João Moreira Salles, o herdeiro bilionário por trás da influente Revista Piauí
Herdeiro do Itaú com fortuna de bilhões financia jornalismo investigativo profundo, expondo escândalos de elites no Brasil.
Controlador da revista "independente"
João Moreira Salles, nascido em 1962 no Rio de Janeiro, é um documentarista renomado e presidente do Instituto Moreira Salles, mas seu legado no jornalismo brasileiro se consolida com a fundação da Revista piauí em 2006. Sua carreira como cineasta inclui obras premiadas como o documentário "Santiago" (2007), que explora a memória e o passado familiar através de um mordomo, e "Nelson Freire" (2003), um retrato íntimo do pianista brasileiro. Salles também dirigiu "No Intenso Agora" (2017), analisando revoluções dos anos 1960, e contribuiu para projetos como "Entreatos" (2004), sobre a campanha de Lula. Como herdeiro do império bancário Itaú Unibanco, sua fortuna é estimada em cerca de US$ 4,5 bilhões em 2025, derivada principalmente de ações no banco e investimentos em mineração, parte da herança familiar que totaliza bilhões. A família Moreira Salles gerencia um family office com ativos de quase US$ 11 bilhões, expandindo investimentos globais.

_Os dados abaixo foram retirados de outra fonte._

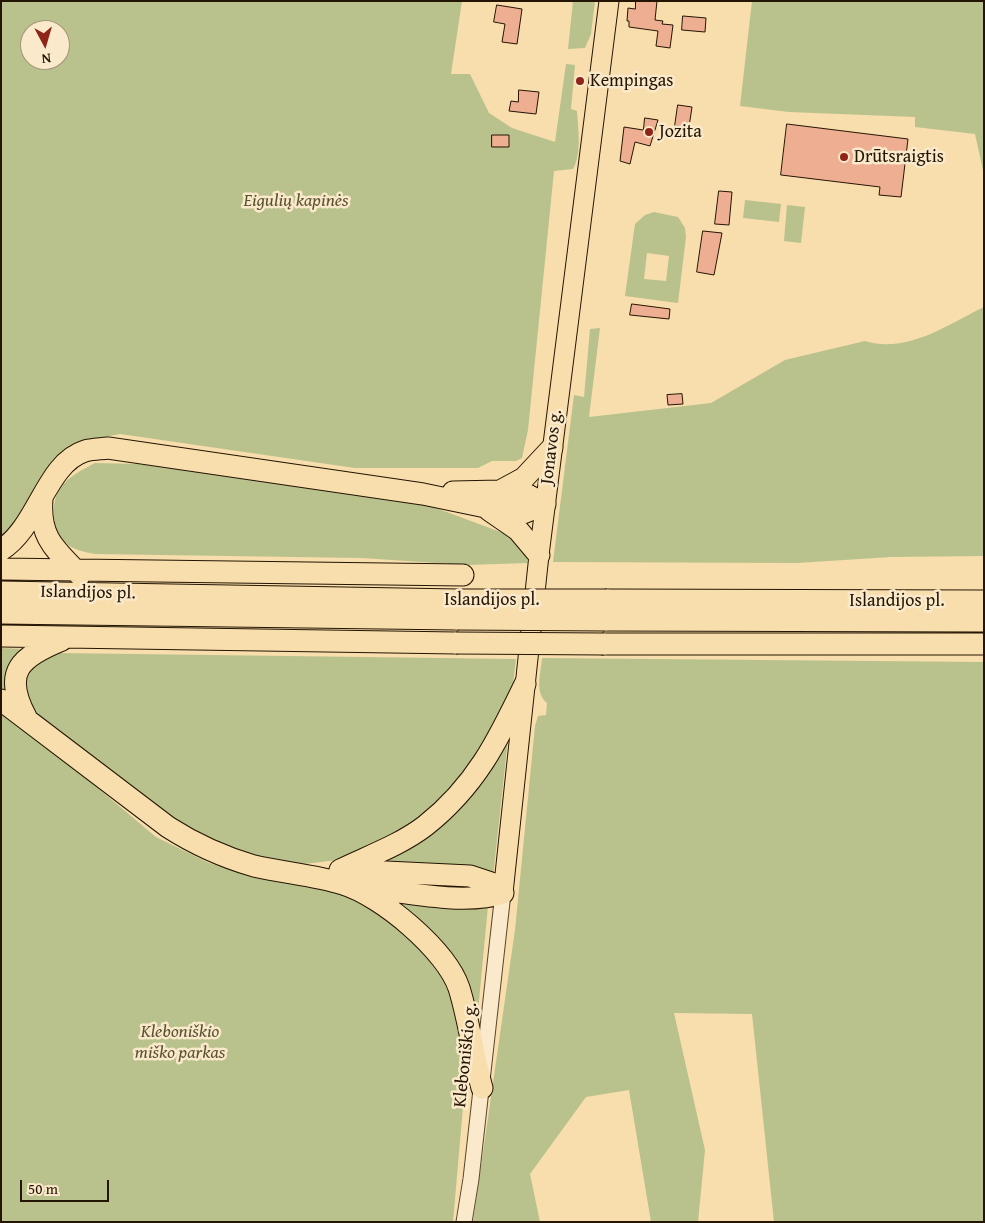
<!DOCTYPE html>
<html>
<head>
<meta charset="utf-8">
<style>
  body { margin:0 }
  #map { position:relative; width:985px; height:1223px; overflow:hidden; background:#f8ddad; font-family:"Gentium Book Plus",serif }
  canvas { display:block }
  .frame { position:absolute; inset:0; border:2px solid #241502; pointer-events:none }
  .north { position:absolute; left:20px; top:20px; width:50px; height:50px; box-sizing:border-box; background:#fae9ca; border:1px solid #a4947a; border-radius:50%; rotate:174deg; font-size:14px; font-weight:700; line-height:20px; text-align:center; color:#241502 }
  .north::after { content:''; display:block; margin:auto; width:18px; height:22px; background:#8f2418; clip-path:polygon(50% 0,100% 100%,50% 72%,0 100%) }
  .scale { position:absolute; left:20px; top:1180px; width:89px; height:22px; box-sizing:border-box; border:2px solid #241502; border-top:0; padding-left:6px; font-size:15px; line-height:18px; white-space:nowrap; color:#241502; -webkit-text-stroke:4px #fae9ca; paint-order:stroke }
</style>
</head>
<body>
<div id="map">
<canvas width="985" height="1223"></canvas>
<div class="frame"></div>
<div class="north">N</div>
<div class="scale">50 m</div>
</div>
<script>
const context = document.querySelector('canvas').getContext('2d');
context.lineJoin = 'round';
function fillPath(path, color) { context.fillStyle = color; context.fill(path, 'evenodd'); }
function strokePath(path, color, width, dash) { context.strokeStyle = color; context.lineWidth = width; context.lineCap = dash ? 'butt' : 'round'; context.setLineDash(dash || []); context.stroke(path); }
function write(font, color, halo, rows, align = 'center') {
  context.font = font + ' "Gentium Book Plus",serif'; context.lineWidth = 5; context.setLineDash([]); context.textBaseline = 'middle'; context.strokeStyle = halo; context.fillStyle = color; for (const [text, x, y, turn = 0] of rows) {
    context.save(); context.translate(x, y); context.rotate((+turn || 0) * Math.PI / 180); context.textAlign = isNaN(turn) ? turn : align; if (halo) context.strokeText(text, 0, 0); context.fillText(text, 0, 0); context.restore();
  }
}
fillPath(new Path2D(`
  M1,1h461l-11,73h19l19,39 23,15 43,14 11,-78 9,1 -4,44 6,2c1,18 5,42 -4,58l-19,2 -26,259 -6,28 -6,3h-24l-14,7h-123l-235,-34 -46,9 -19,15 -24,43 -30,40zM30,30h30v30h-30z
  M573,1h22l-4,33 -6,14 -17,1z
  M752,1h232v174l-9,-41 -60,-7v-10l-126,-5 -49,-6z
  M745,200l36,4 -2,18 -36,-4z
  M787,205l18,2 -4,36 -17,-2z
  M654,212l24,5 7,11 1,9 -8,66 -53,-7 10,-72 10,-9zM647,253l22,3 -3,25 -22,-2z
  M984,307v249l-93,1 -94,6 -244,-1 21,-167 10,2 6,-68 10,-1 -11,89 122,-14 74,-43 80,-19c42,13 82,-16 119,-34z
  M95,463l44,1 286,40 81,30 19,16 3,13 -62,2 -104,-7 -267,-4c-10,-2 -22,-4 -29,-11 -14,-12 -16,-40 -6,-55 9,-12 22,-18 35,-25z
  M1,648l25,1 -16,48 -9,-3z
  M58,653l458,6 -5,41 -22,41 -42,57 -25,23 -84,39 -34,4 -33,-5 -36,-8 -34,-12 -167,-125 -7,-8 -4,-30 13,-16z
  M542,658l442,4v560h-210l-22,-208 -78,-1 31,137 -7,72h-47l-22,-132 -43,7 -56,77 10,48h-67l42,-292 20,-204 3,-10 8,-1 1,-12c-13,-10 -6,-31 -5,-45z
  M6,711l150,126 53,26 39,12 76,14 34,9 32,17 56,56 21,90 -14,161h-452v-507z
  M508,739l-15,138 -131,-10 12,-8z
  M376,892l112,14 -12,126 -8,-30z`), '#b9c28d');
const building = new Path2D(`
  M636,1h21l-2,19 8,1 -1,3 11,1 -3,23 -14,-2 2,-15 -29,-4v-6h-2l1,-13 7,1z
  M497,5l25,4 -5,35 -15,-2 3,-18 -11,-2z
  M683,16l23,2 -1,14 -23,-2z
  M519,90l20,2 -3,22 -27,-3 2,-10 7,1z
  M678,105l14,2 -3,20 -14,-1z
  M645,118l13,2 -8,26 -15,-4 -5,22 -10,-3 4,-34 19,3z
  M787,124l121,15 -7,58 -22,-2 1,-8 -99,-12z
  M492,135h17v12h-17z
  M719,191l13,1 -3,33 -14,-1z
  M703,231l19,2 -8,42 -17,-3z
  M632,304l38,5 -1,10 -39,-4z
  M682,394l1,10 -15,1 -1,-10z`);
fillPath(building, '#edae92');
strokePath(building, '#241502', 1);
const minor = new Path2D(`
  M464,1222l7,-43 32,-286`);
const major = new Path2D(`
  M503,893l36,-338 70,-554`);
const highway = new Path2D(`
  M500,491l24,-13 28,-30
  M453,492l47,-1 24,2 21,11
  M42,499c-3,39 13,50 38,76
  M489,510l29,20 21,25
  M1,550c37,-23 45,-87 84,-99 7,-2 16,-2 23,-3l315,46 77,16 23,3 22,-9
  M1,569l462,6
  M1,592l457,8
  M607,600l377,1
  M1,613l456,6
  M605,620l379,1
  M1,636l455,7
  M604,644h380
  M1,700l167,127c28,18 55,30 86,39 30,7 60,9 89,18 39,12 103,66 116,104 10,32 14,67 23,100
  M26,717c-24,-45 -6,-60 36,-77
  M340,870c29,-14 60,-25 85,-44 51,-40 73,-86 100,-142
  M344,870l126,6 24,8 9,9
  M355,886c43,5 109,20 148,7`);
strokePath(minor, '#59472d', 17);
strokePath(major, '#241502', 21);
strokePath(highway, '#241502', 23);
strokePath(minor, '#fae9ca', 15);
strokePath(major, '#f8ddad', 19);
strokePath(highway, '#f8ddad', 21);
const highwayBridge = new Path2D(`
  M458,600h149
  M457,619l148,1
  M456,643l148,1`);
strokePath(highwayBridge, '#241502', 23, []);
strokePath(highwayBridge, '#f8ddad', 21);
for (const [x, y, r, color] of [
  [580,81,5,"#8f2418"],
  [649,132,5,"#8f2418"],
  [844,157,5,"#8f2418"]
]) { const dot = new Path2D(); dot.arc(x, y, r, 0, 2 * Math.PI); context.fillStyle = color; context.fill(dot); strokePath(dot, '#fae9ca', 2); }
write('18px', '#241502', '#fae9ca', [
  ["Kempingas",590,81],
  ["Jozita",659,132],
  ["Drūtsraigtis",854,157]
], 'left');
write('italic 18px', '#585233', '#fae9ca', [
  ["Eigulių kapinės",296,201],
  ["Kleboniškio",180,1032],
  ["miško parkas",180,1053]
]);
write('18px', '#241502', '#fae9ca', [
  ["Jonavos g.",552,447,-83],
  ["Islandijos pl.",88,593,1],
  ["Islandijos pl.",492,600],
  ["Islandijos pl.",897,601],
  ["Kleboniškio g.",466,1055,-84]
]);
</script>
</body>
</html>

Salles usou seus recursos para criar a piauí, uma publicação dedicada ao jornalismo de longa forma, inspirada em revistas como The New Yorker, priorizando apuração profunda e narrativas nonfiction sobre hard news diária. A revista, editada pela Editora Alvinegra e distribuída pela Editora Abril, surgiu do desejo de Salles e um grupo de jornalistas de preencher o vácuo de reportagens investigativas no Brasil, permitindo matérias que levam até um ano para serem produzidas. O crescimento da piauí é notável em um cenário de declínio jornalístico: enquanto muitas publicações priorizam cliques e velocidade, ela se destaca pela qualidade, financiada principalmente pelos recursos de Salles, sem depender exclusivamente de assinaturas ou anúncios. Sua influência se expande em coberturas culturais, políticas e sociais, tornando-se uma exceção no Brasil, com edições digitais aprimoradas por tecnologias como Branded Editions.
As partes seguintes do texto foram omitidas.